On 2014-07-01, Chris Angelico wrote:

> On Wed, Jul 2, 2014 at 1:15 AM, Adam Funk <a24061 at ducksburg.com> wrote:
>> On 2014-07-01, Chris Angelico wrote:

>>> There is one critical consideration, though. What happens if the
>>> directory name contains an underscore or percent sign? Or can you
>>> absolutely guarantee that they won't? You may need to escape them, and
>>> I'm not sure how SQLite handles that. (Possibly \_ will match literal
>>> _, and \\ will match literal \, or something like that.)
>>
>> I can guarantee that the directory names are all
>> '/var/spool/news/message.id/' then 3 digits.  (The filenames are
>> pretty wild, since they are MIDs.)  AIUI, using the '?' substitution
>> in the sqlite3 library is supposed to be safe.
>
> This is nothing to do with question-mark substitution. There are two
> separate levels of character significance here - it's like a quoted
> string with a regex. Suppose you want to make a regex that searches
> for an apostrophe. If you try to define that in a single-quoted
> string, you need to escape it:
>
> regex = '^\'$'
>
> However, if you ask the user to enter a regex, that wouldn't be necessary:
>
> regex = input("Enter a pattern: ") # raw_input in Python 2
> Enter a pattern: ^'$
>
> This is what the question mark substitution is like - it avoids the
> need to carefully manage string delimiters and so on.
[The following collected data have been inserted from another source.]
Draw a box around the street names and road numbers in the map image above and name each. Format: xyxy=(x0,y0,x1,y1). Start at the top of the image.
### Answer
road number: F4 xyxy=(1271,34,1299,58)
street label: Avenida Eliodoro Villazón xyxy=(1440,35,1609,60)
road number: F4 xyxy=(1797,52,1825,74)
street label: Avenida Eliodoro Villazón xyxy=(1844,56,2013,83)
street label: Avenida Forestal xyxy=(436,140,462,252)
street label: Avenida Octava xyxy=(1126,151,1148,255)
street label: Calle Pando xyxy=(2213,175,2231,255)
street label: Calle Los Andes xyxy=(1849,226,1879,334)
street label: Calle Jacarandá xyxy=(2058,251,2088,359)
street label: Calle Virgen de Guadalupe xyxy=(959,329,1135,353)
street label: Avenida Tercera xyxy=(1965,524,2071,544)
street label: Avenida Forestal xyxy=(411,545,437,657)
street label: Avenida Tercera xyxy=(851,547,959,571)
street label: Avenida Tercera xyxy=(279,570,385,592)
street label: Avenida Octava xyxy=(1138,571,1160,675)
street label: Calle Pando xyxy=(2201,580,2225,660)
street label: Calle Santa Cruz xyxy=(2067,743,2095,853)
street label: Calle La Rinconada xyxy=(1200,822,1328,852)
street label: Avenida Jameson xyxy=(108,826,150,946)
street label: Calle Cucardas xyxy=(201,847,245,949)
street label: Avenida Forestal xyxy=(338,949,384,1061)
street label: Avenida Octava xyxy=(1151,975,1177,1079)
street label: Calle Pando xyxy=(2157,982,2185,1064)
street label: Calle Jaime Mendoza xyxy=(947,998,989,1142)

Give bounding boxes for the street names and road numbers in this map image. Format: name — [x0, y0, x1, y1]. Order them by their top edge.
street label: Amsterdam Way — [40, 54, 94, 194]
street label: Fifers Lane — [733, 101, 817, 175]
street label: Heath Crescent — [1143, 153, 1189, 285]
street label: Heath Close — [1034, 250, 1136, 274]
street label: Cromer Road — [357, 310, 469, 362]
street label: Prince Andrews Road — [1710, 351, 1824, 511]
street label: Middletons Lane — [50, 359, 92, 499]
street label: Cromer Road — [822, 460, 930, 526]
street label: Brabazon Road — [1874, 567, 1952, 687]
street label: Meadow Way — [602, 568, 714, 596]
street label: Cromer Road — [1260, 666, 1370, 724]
However, if you
> want to make a regex that searches for a backslash, then you need to
> escape it, because the backslash is important to the regex itself. In
> the same way, the underscore and percent sign are significant to the
> LIKE operator. If it were possible to have a directory name with a
> percent sign in it, it would match far too much - because you'd
> construct a LIKE pattern something like (ahem)
> "/var/spool/news/message%20id/142/%" - and as you can see, the percent
> sign at the end is no different from the percent sign in the middle.
>
> But you're safe because you know your data, unrelated to your
> substitution method. Possibly merits a comment... but possibly not
> worth it.

Well, I've changed it to the following anyway.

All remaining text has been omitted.